Exercise description: Lines that contain "image" are to be copied from the material, every one of them.

##### Data supplied #####

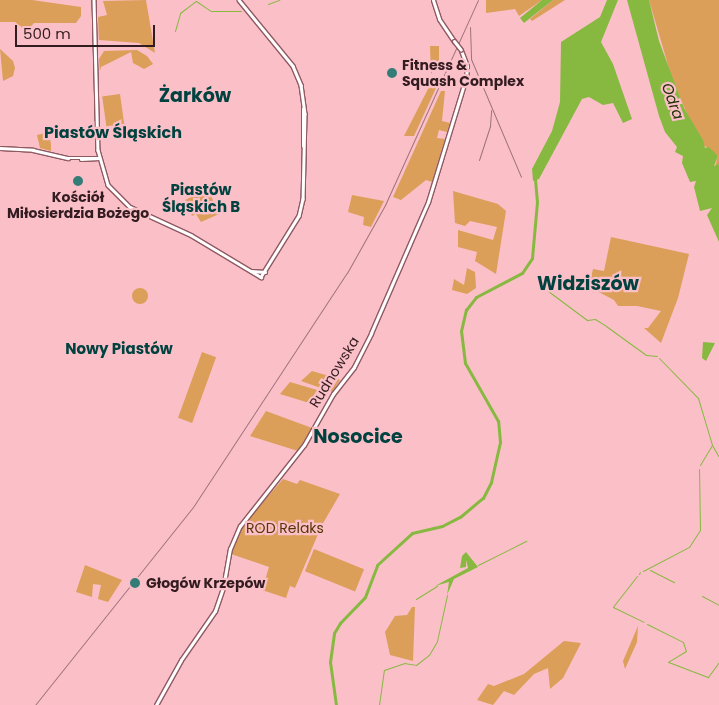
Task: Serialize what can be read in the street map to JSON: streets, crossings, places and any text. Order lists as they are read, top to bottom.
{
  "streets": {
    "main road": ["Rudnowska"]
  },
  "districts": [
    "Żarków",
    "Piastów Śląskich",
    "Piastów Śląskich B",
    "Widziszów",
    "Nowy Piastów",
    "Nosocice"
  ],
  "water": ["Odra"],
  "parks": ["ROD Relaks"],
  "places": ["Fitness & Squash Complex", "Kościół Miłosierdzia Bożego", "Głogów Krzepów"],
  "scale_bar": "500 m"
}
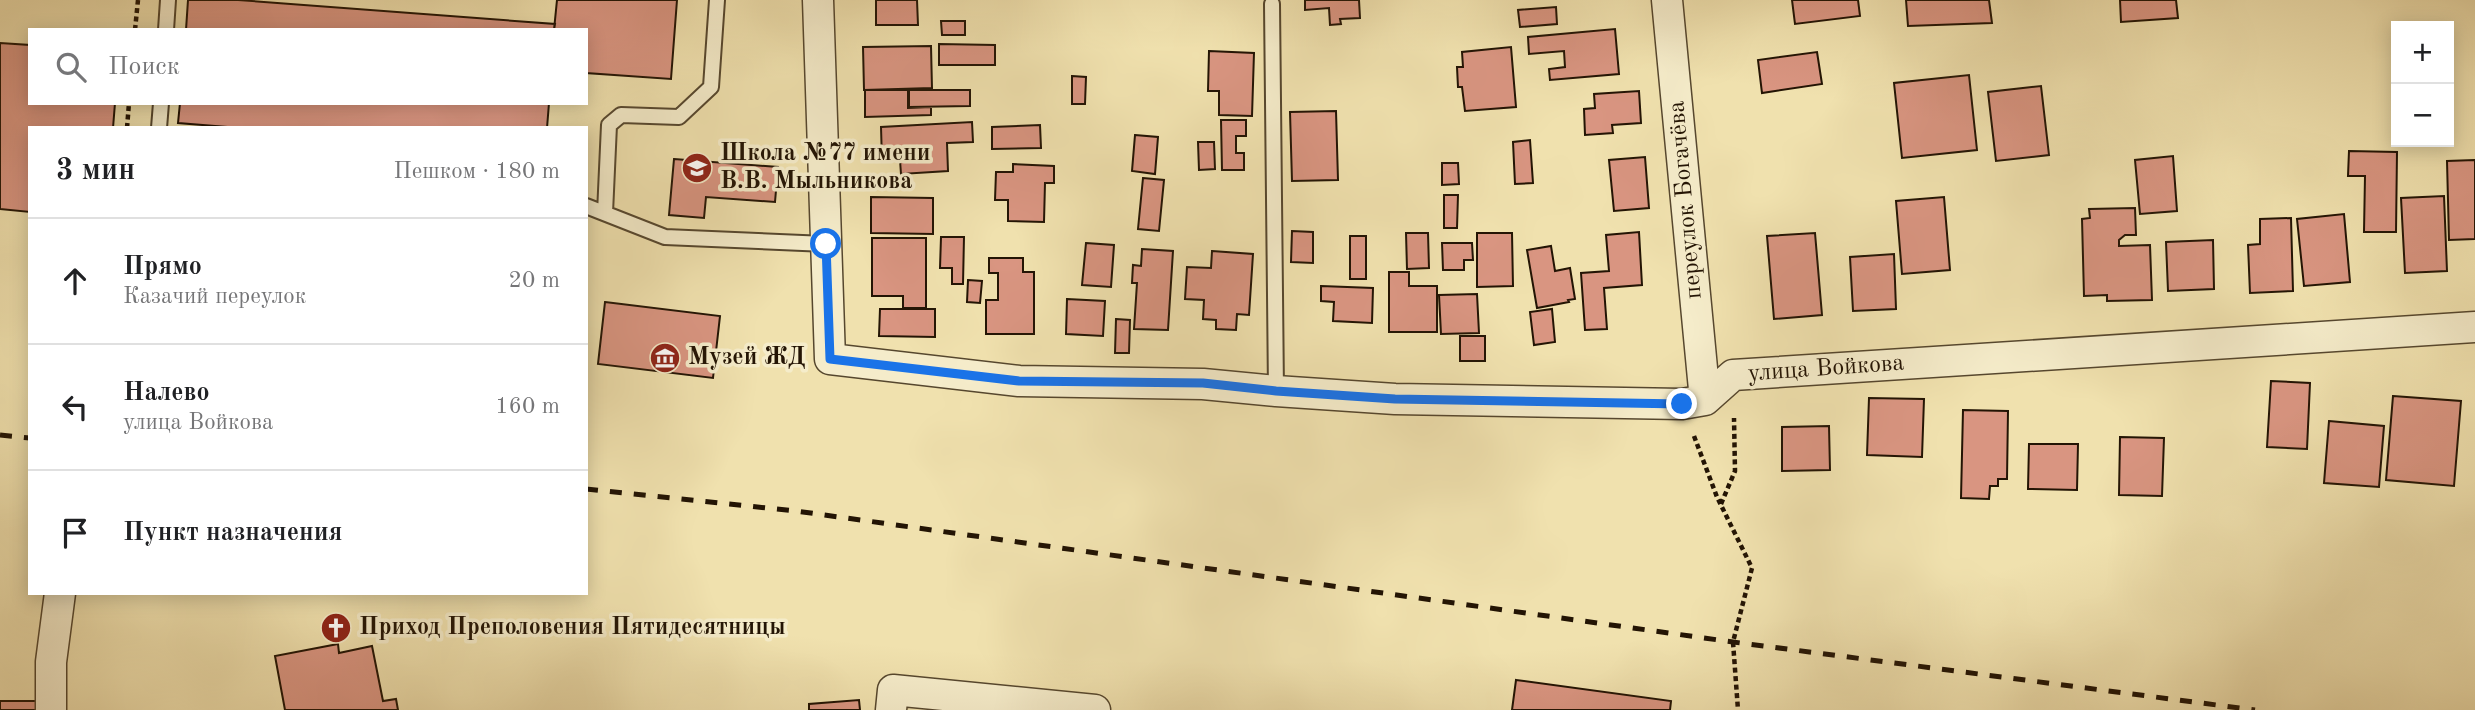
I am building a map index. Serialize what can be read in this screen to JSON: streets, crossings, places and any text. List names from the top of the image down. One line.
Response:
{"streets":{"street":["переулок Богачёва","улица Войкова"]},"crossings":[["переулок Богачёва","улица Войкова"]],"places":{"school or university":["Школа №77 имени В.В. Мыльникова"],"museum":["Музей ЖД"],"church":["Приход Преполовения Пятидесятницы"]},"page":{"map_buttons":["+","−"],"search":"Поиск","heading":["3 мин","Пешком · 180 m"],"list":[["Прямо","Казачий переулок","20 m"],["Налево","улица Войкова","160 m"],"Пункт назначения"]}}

#####
##### Data supplied #####

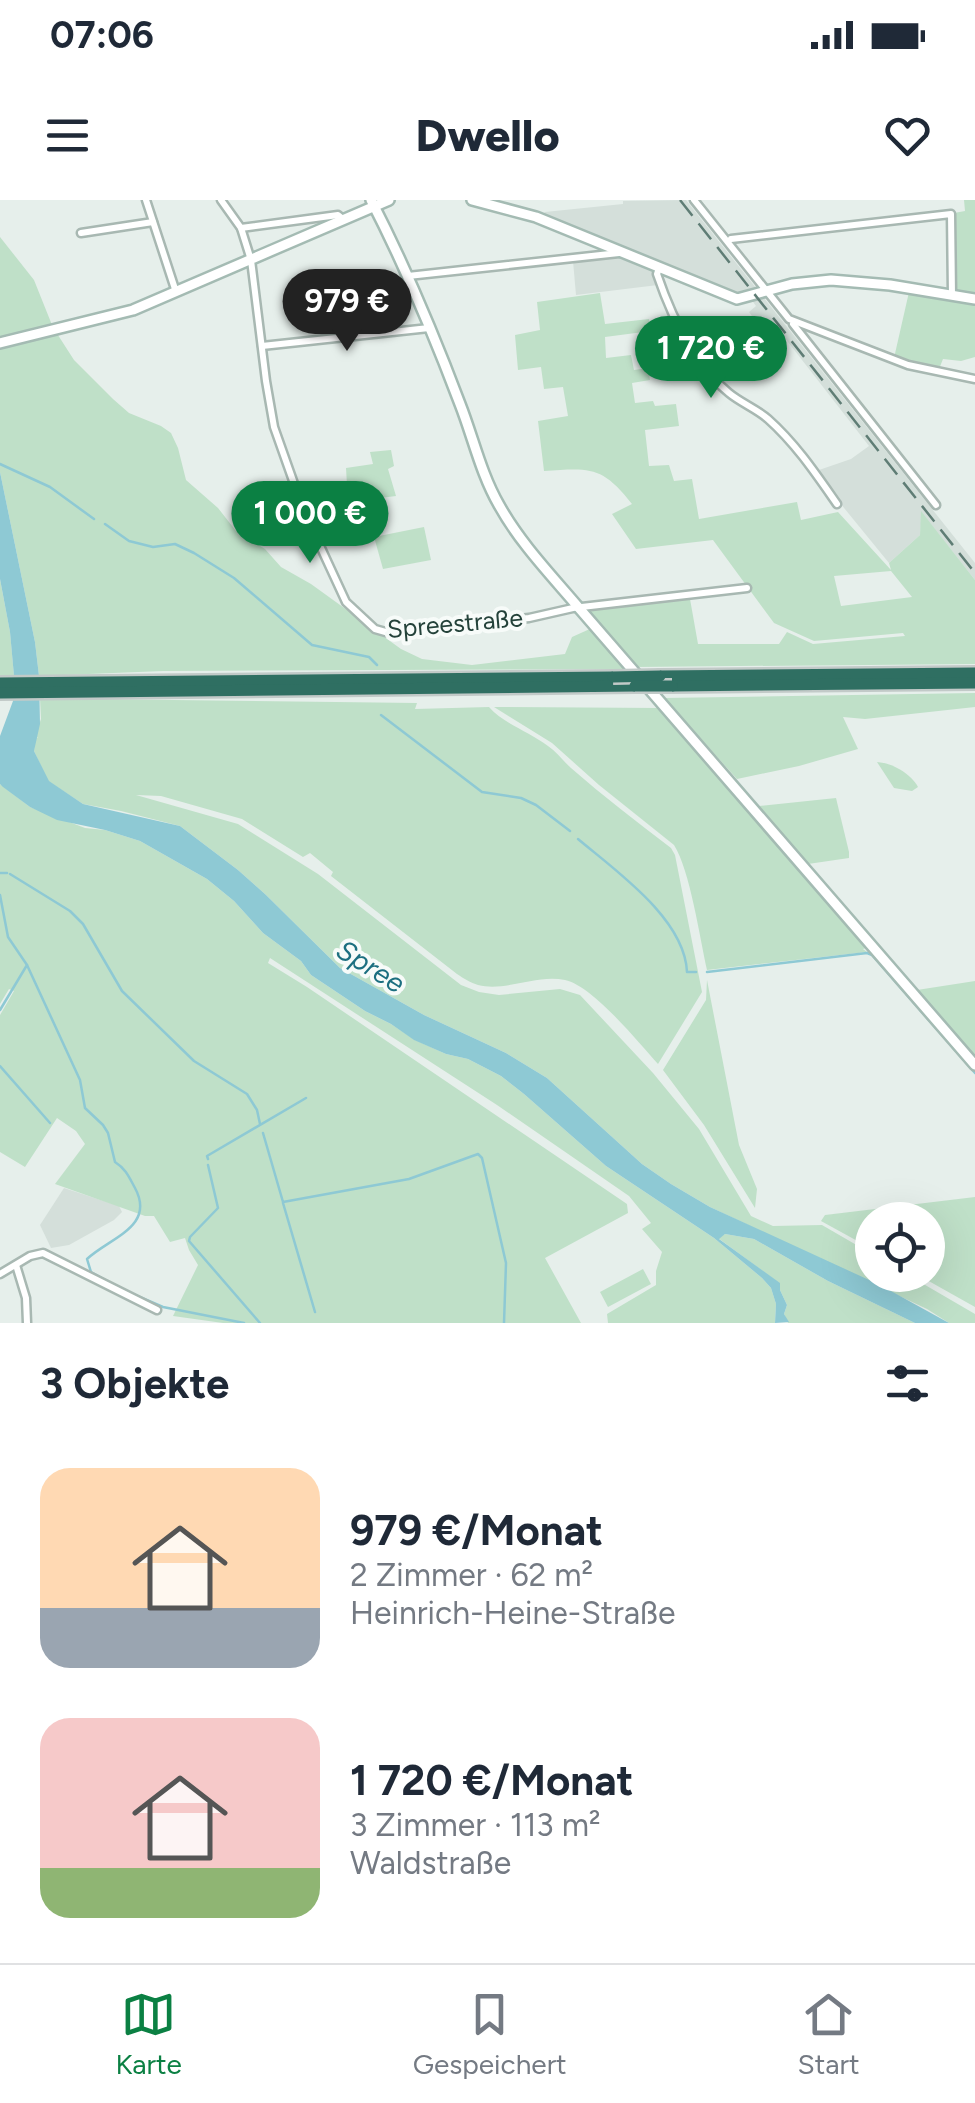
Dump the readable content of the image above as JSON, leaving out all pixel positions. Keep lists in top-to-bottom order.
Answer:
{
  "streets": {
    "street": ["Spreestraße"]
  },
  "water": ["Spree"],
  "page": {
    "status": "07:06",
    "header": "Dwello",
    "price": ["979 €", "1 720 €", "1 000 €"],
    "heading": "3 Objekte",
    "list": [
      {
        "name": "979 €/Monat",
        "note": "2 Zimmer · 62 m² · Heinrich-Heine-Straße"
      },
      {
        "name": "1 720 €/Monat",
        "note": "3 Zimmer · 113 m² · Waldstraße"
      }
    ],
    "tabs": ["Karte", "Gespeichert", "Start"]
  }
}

#####

Task result:
I am building a map index. Serialize what can be read in this screen to JSON: streets, crossings, places and any text. List names from the top of the image down. One line.
Dump the readable content of the image above as JSON, leaving out all pixel positions. Keep lists in top-to-bottom order.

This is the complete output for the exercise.